The fun of remembering Keith Floyd

THE SMALL estuary pub in Tuckenhay was picture postcard idyllic the evening we went there in late summer: weeping willows and dragonflies, a couple of old rowing boats amongst bulrushes. Not many people around save a small chap in a bow tie at the bar. We were enjoying a rare evening away from the kids.

“Try a sausage,” he said pointing to some juicy specimens thickly sliced on a plate as we ordered pints of beer. ’Go…on,’ he urged, “they’re on the house.”

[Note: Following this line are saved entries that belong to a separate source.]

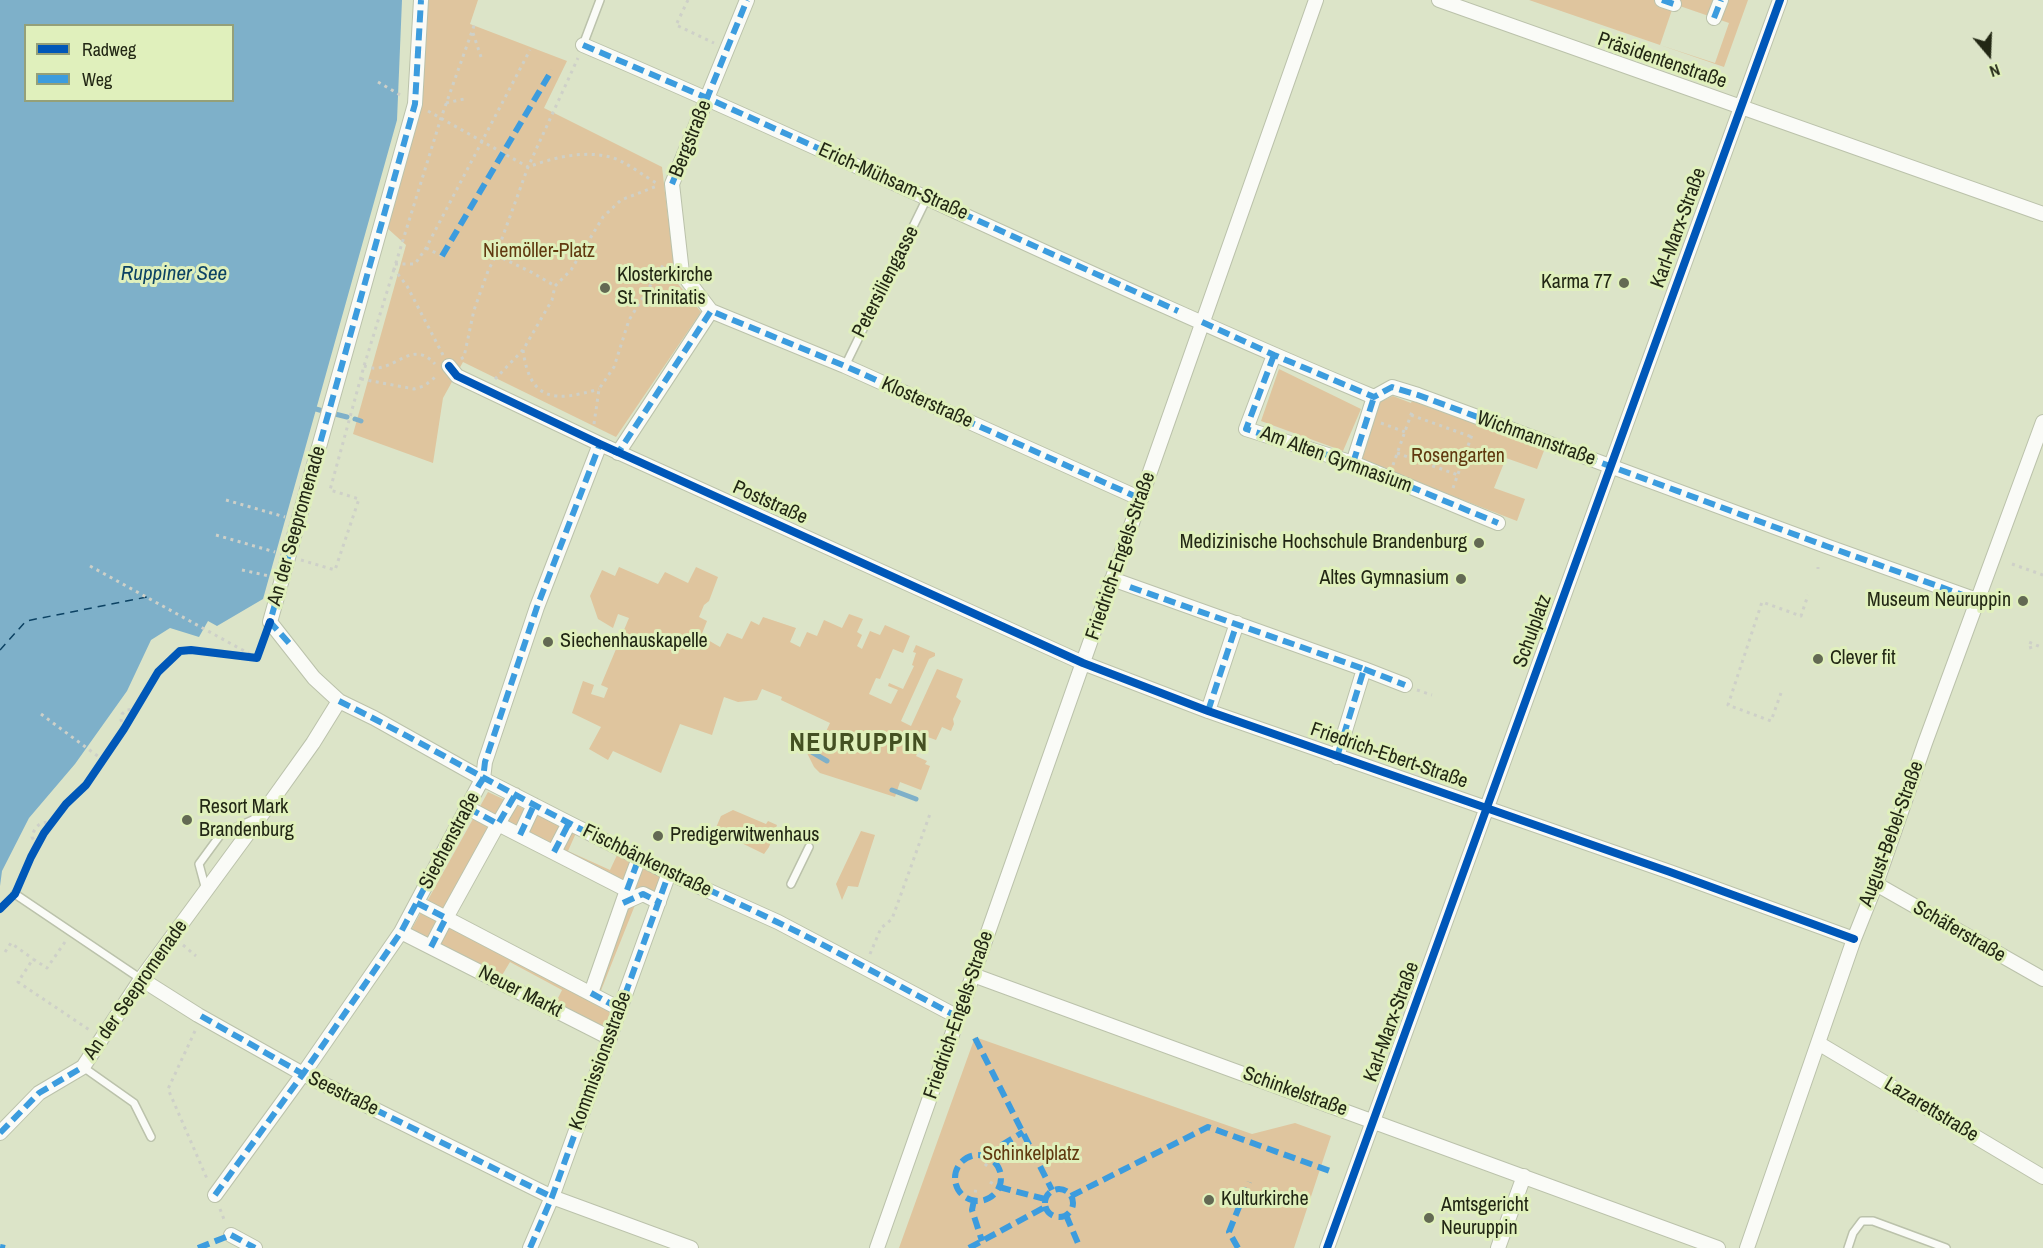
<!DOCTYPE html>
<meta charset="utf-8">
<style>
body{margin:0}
#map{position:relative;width:2043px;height:1248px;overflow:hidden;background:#dce4c8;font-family:"Archivo Narrow",sans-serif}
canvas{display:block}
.legend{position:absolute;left:24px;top:24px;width:210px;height:78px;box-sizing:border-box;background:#e0f0bc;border:2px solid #94a079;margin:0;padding:8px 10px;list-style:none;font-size:18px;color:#222714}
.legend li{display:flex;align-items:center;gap:12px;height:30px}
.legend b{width:30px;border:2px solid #94a079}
.north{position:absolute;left:1959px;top:24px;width:60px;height:60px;-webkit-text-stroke:4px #e0f0bc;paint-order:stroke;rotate:161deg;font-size:16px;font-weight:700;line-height:24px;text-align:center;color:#222714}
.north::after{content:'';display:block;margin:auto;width:21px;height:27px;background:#222714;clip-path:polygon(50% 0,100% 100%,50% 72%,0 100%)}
</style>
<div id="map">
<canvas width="2043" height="1248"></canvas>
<ul class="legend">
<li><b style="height:8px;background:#0057b8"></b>Radweg</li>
<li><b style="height:8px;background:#3c9cde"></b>Weg</li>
</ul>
<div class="north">N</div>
</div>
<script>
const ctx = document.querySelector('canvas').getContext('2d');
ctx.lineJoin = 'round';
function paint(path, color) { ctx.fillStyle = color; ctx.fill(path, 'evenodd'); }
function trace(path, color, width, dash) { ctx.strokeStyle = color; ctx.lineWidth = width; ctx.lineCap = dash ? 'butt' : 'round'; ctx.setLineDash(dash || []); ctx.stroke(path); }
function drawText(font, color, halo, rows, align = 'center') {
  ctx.font = font + ' "Archivo Narrow",sans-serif'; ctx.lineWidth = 6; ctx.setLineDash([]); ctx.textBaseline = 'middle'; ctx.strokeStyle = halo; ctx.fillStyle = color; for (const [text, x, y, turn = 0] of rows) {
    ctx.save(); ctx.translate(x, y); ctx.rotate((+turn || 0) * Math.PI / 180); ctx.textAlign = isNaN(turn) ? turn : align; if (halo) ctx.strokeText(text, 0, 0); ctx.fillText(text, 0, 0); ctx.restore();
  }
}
paint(new Path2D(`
 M426 0H478L470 24 567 61 544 108 662 167 668 218 673 232 674 279 701 312 616 437 463 362 443 398 433 463 353 434 406 245 386 227 419 112Z
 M1529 0H1748L1724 67ZM1674 4 1729 23 1715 63 1660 45Z
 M1279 369 1361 409 1343 451 1261 421Z
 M1393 396 1411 403 1413 398 1545 448 1537 469 1506 458 1494 488 1525 499 1517 521 1357 459 1375 404Z
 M619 567 658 584 665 572 688 583 696 567 718 577 709 601 704 605 699 617 707 621 701 636 720 647 727 633 742 639 751 621 759 625 763 617 796 628 790 642 800 647 807 632 817 636 824 620 842 628 849 614 863 619 857 632 862 635 857 646 862 649 870 631 880 635 885 625 910 636 903 653 893 649 880 679 876 678 869 694 891 704 898 690 888 686 889 683 903 689 914 666 912 665 916 653 913 652 916 645 935 653V656L929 659 901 721 911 726 937 669 963 679 956 697 961 701 953 719 954 724 951 731 942 727 936 740 925 736 916 756 927 761 925 764 930 766 921 790 900 782 895 797 820 773 814 767 805 749 803 739 806 730 823 738 830 723 781 700 782 697 762 689 757 700 738 702 724 697 712 735 680 724 661 773 613 751 608 760 589 749 601 727 572 713 583 681 594 685 591 694 604 698 608 688 601 685 629 618 618 614 613 628 598 619 590 596 602 570 615 576Z
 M488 792 576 833 568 851 610 870 618 853 665 877 655 906 637 900 600 993 618 1000 606 1031 554 1006 562 990 510 962 501 977 410 932ZM499 824 627 890 591 993 446 918Z
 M733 810 766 824 768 821 777 825 769 847 764 854 715 830 721 816Z
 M861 831 875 835 858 887 848 886 842 900 836 884Z
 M975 1037 1252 1134 1295 1123 1331 1136 1294 1248H899Z`), '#dfc59e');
paint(new Path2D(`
 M0 0H402L397 120 263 599 217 626 208 621 199 637 170 628 151 640 127 691 75 764 29 818 2 871 0 886ZM26 26H232V100H26Z`), '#7eb0c9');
trace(new Path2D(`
 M316 409 323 411
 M335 414 347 417
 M355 419 361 421
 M810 751 827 761
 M892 790 916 799`), '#7eb0c9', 5);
trace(new Path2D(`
 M0 650 26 621 147 597`), '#0c4263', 1.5, [8, 6]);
const lane = new Path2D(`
 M583 45 600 0
 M845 366 927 198
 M791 884 809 847
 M206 890 199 864 221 834 255 819
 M15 894 141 979
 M83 1067 134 1103 151 1137
 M1848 1248 1853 1233 1862 1221H1873L1946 1248`);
const street = new Path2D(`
 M421 0 415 104 270 622 314 678 339 701 374 718 483 779 569 823 669 873 778 922 958 1017
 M1439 0 2043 214
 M1662 0 1674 4
 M1714 18 1721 0
 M583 45C849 158 1108 286 1374 397L1392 387 1418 395 1826 546 1977 600
 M711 311 845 366 1141 499
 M711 311 682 273 672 184 747 0
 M1274 355 1246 429 1353 463 1498 523
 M449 366 457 376 600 444 1083 663 1208 711 1670 872 1854 939
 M618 453 711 311
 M1353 463 1374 397
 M1112 579 1364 669 1337 757
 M1364 669 1405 685
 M1208 711 1237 623
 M468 808 498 824 515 795
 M520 835 534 805
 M554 852 569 823
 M1876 884 2043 979
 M627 890 639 858
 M417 903 446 918 431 947
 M623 903 643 894 659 902
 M401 932 610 1038
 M973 975 1718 1248
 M141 979 198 1015 303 1074 552 1197 691 1248
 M591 993 627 890 498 824 446 918 620 1009
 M1818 1043 2043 1177
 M0 1133 39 1093 83 1067 141 979 268 806 313 743 339 701
 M215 1195 303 1074 401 932 479 785 483 779 485 762 537 607 600 444
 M231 1235 255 1248
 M530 1248 552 1197 669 873
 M877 1248 1316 0
 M1327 1248 1780 0
 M1498 1248 1524 1176
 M1747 1248 1854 939 1876 884 1925 743 2043 422`);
trace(lane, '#bbc2ab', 10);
trace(street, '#bbc2ab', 16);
trace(new Path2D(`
 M688 0 676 25 714 43
 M473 33 481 57
 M378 82 402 96
 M446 103 464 99
 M428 111 528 167 578 58
 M426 248 442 256
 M496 255 533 273 555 286
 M395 264H415L426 248 530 50
 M523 350C530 402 555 402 599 389
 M443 355 407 286 394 269 441 118 475 23
 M461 359 464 357 474 310 488 271 496 255 528 167C552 158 583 150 610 157 624 160 645 177 658 184
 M364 366C368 367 374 369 378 368 400 365 414 341 435 364
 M361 379 414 389 424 386 438 375
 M495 379 523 350 552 300 555 286 571 270 603 217 621 200 657 186
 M1411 415 1472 437
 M1381 423 1405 432
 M594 424 599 389 614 367 629 320 665 262
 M1397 453 1458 475
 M1393 465 1413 409
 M1453 488 1473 432
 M226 500 285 517
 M216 535 275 552
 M301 560 335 570 359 499 330 490 364 366 394 269
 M2012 564 2043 575
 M90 566 257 658
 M1818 569V567
 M242 570 269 576
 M2031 649 2029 642 2043 648
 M1417 690 1432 695
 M1781 693 1771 721 1728 705 1762 602 1801 616 1808 595
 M41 714 103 760
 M124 729 121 720 122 714 127 710 135 709
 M37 846 32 837C35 825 40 822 52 822
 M65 942 47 968 33 959 18 982 91 1031
 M183 945 196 956
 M5 952 11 943 33 959
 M870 954 881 928 892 919 930 814
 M195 1031 168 1089 208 1181
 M985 1166 991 1159
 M990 1182 999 1187
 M974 1200 976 1188
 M220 1209 225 1222`), '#ced0c8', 3, [3, 4.5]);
trace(lane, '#fafbf7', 7);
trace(street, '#fafbf7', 14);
trace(new Path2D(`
 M1662 0 1674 4
 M1714 18 1721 0
 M583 45 707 98 1178 311
 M672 184 747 0
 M442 256 552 70
 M1202 322 1274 355 1374 397 1392 387 1418 395 1826 546 1977 600
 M1274 355 1246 429 1353 463 1498 523
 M613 451 618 453 711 311 845 366 1141 499
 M1353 463 1374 397
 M1130 587 1364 669 1337 757
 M289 643 270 622 415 104 421 0
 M1364 669 1405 685
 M339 701C416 739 491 783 567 822 636 858 707 888 777 922 838 951 898 986 958 1017
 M1208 711 1237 623
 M468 808 498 824 515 795
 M520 835 534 805
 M554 852 569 823
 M627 890 639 858
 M417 903 446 918 431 947
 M623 903 643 894 659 902
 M591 993 620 1009
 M201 1016 303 1074 552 1197
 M975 1038 1052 1190
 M0 1133 39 1093 83 1067
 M955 1178a23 23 0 1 1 46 0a23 23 0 1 1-46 0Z
 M991 1159 997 1148 1023 1132
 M999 1187 1045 1199
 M1045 1203a14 14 0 1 1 28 0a14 14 0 1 1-28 0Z
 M215 1195 303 1074 401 932 479 785 483 779 485 762 537 607 600 444
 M1071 1196 1208 1127 1330 1171
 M974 1200 972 1210 982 1241
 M1066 1215 1080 1248
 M231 1235 255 1248
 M0 1247 5 1248
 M198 1248 231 1235
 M530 1248 552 1197 669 873
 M969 1248 1045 1207
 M1238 1248 1229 1232 1249 1182`), '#3c9cde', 6, [12, 6]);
trace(new Path2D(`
 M449 366 457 376 600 444 1083 663 1208 711 1670 872 1854 939
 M0 909 15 894 31 857 44 833 66 804 86 785 124 729 158 672 180 651 191 650 257 658 270 622
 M1327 1248 1780 0`), '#0057b8', 8);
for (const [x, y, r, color] of [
 [1624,283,6,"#636953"],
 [605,288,6,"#636953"],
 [1479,543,6,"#636953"],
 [1461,579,6,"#636953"],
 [2023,601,6,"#636953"],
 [548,642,6,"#636953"],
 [1818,659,6,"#636953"],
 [187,820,6,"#636953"],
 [658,836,6,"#636953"],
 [1209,1200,6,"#636953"],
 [1429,1218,6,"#636953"]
]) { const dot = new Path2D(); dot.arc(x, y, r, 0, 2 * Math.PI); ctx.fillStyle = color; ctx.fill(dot); trace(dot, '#e0f0bc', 2); }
drawText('20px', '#222714', '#e0f0bc', [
 ["Präsidentenstraße",1662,61,19],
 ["Bergstraße",691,139,-68],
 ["Erich-Mühsam-Straße",893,182,24],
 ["Karl-Marx-Straße",1679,228,-70],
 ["Petersiliengasse",886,282,-63],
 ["Klosterstraße",927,403,24],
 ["Wichmannstraße",1536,439,20],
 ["Am Alten Gymnasium",1336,460,20],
 ["Poststraße",770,503,24],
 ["An der Seepromenade",297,526,-74],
 ["Friedrich-Engels-Straße",1121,556,-71],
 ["Schulplatz",1533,631,-70],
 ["Friedrich-Ebert-Straße",1389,756,19],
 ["August-Bebel-Straße",1892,834,-70],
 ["Siechenstraße",450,841,-62],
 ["Fischbänkenstraße",647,861,26],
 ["Schäferstraße",1959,932,30],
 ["An der Seepromenade",136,990,-55],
 ["Neuer Markt",520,992,27],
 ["Friedrich-Engels-Straße",959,1015,-71],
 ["Karl-Marx-Straße",1392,1022,-70],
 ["Kommissionsstraße",601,1061,-70],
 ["Schinkelstraße",1295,1092,20],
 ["Seestraße",343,1094,26],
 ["Lazarettstraße",1931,1110,31]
]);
drawText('20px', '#60380f', '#e0f0bc', [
 ["Niemöller-Platz",539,252],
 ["Rosengarten",1458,457],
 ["Schinkelplatz",1031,1155]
]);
drawText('20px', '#222714', '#e0f0bc', [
 ["Klosterkirche",617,276],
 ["St. Trinitatis",617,299],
 ["Karma 77",1612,283,"right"],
 ["Medizinische Hochschule Brandenburg",1467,543,"right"],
 ["Altes Gymnasium",1449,579,"right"],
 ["Museum Neuruppin",2011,601,"right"],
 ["Siechenhauskapelle",560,642],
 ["Clever fit",1830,659],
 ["Resort Mark",199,808],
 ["Brandenburg",199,831],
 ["Predigerwitwenhaus",670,836],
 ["Kulturkirche",1221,1200],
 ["Amtsgericht",1441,1206],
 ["Neuruppin",1441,1229]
], 'left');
drawText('italic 21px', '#0c4263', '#e0f0bc', [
 ["Ruppiner See",174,274]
]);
ctx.letterSpacing = '1.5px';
drawText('bold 26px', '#445022', '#e0f0bc', [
 ["NEURUPPIN",859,744]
]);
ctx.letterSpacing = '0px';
</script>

We embarrassedly tried a chunk each with some of the relish, wondering if he was the obligatory local character that you always find on a barstool: a little worse for wear but warm company.

“Yep…they’re good”, they were. He smiled, from a world-worn face and returned to his goblet of red wine while, we keen not to share the rare treat of private moments to ourselves, headed to the river bank.

It was only after that my hubby said, “You know who that was?” “Nope” “Keith Floyd” “Really…oh wow…do you think he minded that we didn’t recognise him?” ‘No, I think he was probably pleased.”

So, like many, I was sad to hear that he had died this week, of all the celebrity cooks he was my favourite: raw and real. The first to demystify the mysteries of television by making the camera swing around to show he was not, in fact, cooking alone on a windswept beach, but was amply aided by his long suffering producer and team.

He was the first to drink and smoke in front of us so that we felt, finally, we were being given a cookery programme by a grown up rather than a primary school teacher. The first to knock things over; to burn them; and the first to really make cooking seem the adventure it could be. He had charm.

Like George Best and Gazza he was that type of drinker we can understand, born of self doubt and intelligence and the need to keep demons at bay: restless, mercurial, vulnerable. We all know them, those characters who seem to find their talent to amuse a burden on their back. Who drink, you suspect, to drown the embarrassment of their own success, fundamentally shy at having the spotlight shone so brightly on them.

Mostly, though, I will remember Floyd for just being funny, for being able to laugh at himself, and to make the medium of ‘man to camera’ appear that he was your mate and the script had long been tossed aside and replaced with natural impromptu wit.

Like when he threw the whole meal he’d cooked overboard from a boat, choking with laughter on camera, saying it was truly awful or, when filming in Spain, driving a shiny sports car down a wild winding road looking like a jaunty Mr. Toad he quipped: “the car you can take anywhere“ and then added with that naughty grin: “a ‘hire’ car”. It still makes me laugh.